7. Post-transcriptional Modifications
In eukaryotes, the precursor mRNA formed in the nucleus undergoes modifications before translation.
5’ Capping:
Enzymatic addition of a 5’ cap on the mRNA, essential for ribosome binding and stability against degradation while promoting export from the nucleus.
3’ Polyadenylation Signal:
A polyadenylation signal added at the 3’ end results in a poly-A tail (series of adenines) that enhances mRNA stability.

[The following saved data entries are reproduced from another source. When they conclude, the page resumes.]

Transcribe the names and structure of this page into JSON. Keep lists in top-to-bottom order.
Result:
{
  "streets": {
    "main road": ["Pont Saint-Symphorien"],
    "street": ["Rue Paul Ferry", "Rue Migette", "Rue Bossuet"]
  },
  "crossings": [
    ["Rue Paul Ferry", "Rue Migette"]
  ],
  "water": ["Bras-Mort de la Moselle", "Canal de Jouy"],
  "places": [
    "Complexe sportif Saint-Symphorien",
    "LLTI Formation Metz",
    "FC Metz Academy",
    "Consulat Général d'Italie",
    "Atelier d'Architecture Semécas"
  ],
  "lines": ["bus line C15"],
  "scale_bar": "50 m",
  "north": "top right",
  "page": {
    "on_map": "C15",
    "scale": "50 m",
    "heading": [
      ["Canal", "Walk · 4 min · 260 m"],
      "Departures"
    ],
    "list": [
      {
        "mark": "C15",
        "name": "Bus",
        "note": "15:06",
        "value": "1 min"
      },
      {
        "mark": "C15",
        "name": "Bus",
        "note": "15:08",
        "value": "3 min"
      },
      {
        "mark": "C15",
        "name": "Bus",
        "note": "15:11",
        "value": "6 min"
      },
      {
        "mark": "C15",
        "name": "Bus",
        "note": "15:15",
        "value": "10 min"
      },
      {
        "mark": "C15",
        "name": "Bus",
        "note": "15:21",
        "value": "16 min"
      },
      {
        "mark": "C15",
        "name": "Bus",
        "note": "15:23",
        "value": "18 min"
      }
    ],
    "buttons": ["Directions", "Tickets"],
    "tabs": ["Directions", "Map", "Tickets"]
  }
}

The mRNA transcript often exceeds the size of the resultant mature mRNA due to intron presence, necessitating:
Splicing:
Involves the removal of introns and ligation of exons via spliceosome activity, finalizing the mature mRNA transcript.
8. Protein Sorting
Observations through electron micrographs of eukaryotic cells during translation reveal two ribosome populations:
Free Ribosomes:
Suspended in the cytosol and primarily synthesize proteins that remain in the cytosol.
Bound Ribosomes:
Attached to the cytosolic side of the Endoplasmic Reticulum (ER), producing proteins that integrate into the endomembrane system or are secreted from the cell.
Mutations
May occur as accidents during DNA replication or may be induced by DNA-damaging chemicals/toxins
Some terms regarding Mutations
Mutagen - DNA-damage inducers
Carcinogens - mutagens that are correlated with cancer
Mutational hot spots - some DNA regions that are more prone to mutations (trinucleotide repeats are an example - Huntington's and Fragile X)
Mutations that are most likely to lead to genetic change include…
-Point Mutation (single base change)
- Missense mutation - single base changes; changes amino acid
- Nonsense mutation - single base change; encodes a stop codon
- Silent mutation (no change) - single base change; no change in AA
- Frameshift mutations - shifting of reading frame
- Transposons (transposable elements) - “jumping genes” that can jump around in the genome and insert themselves somewhere else
- Mutations that result in the substitution of one base for another
Recall: Sickle cell anemia
Due to a mutation in the protein hemoglobin
A missense mutation occurs at the 6th codon in the hemoglobin beta chain
In the DNA, a T is replaced with an A, which leads to valine being translated instead of glutamic acid
The resulting hemoglobin is sticky, which prompts it to crystallize easily, forming sickled red blood cells.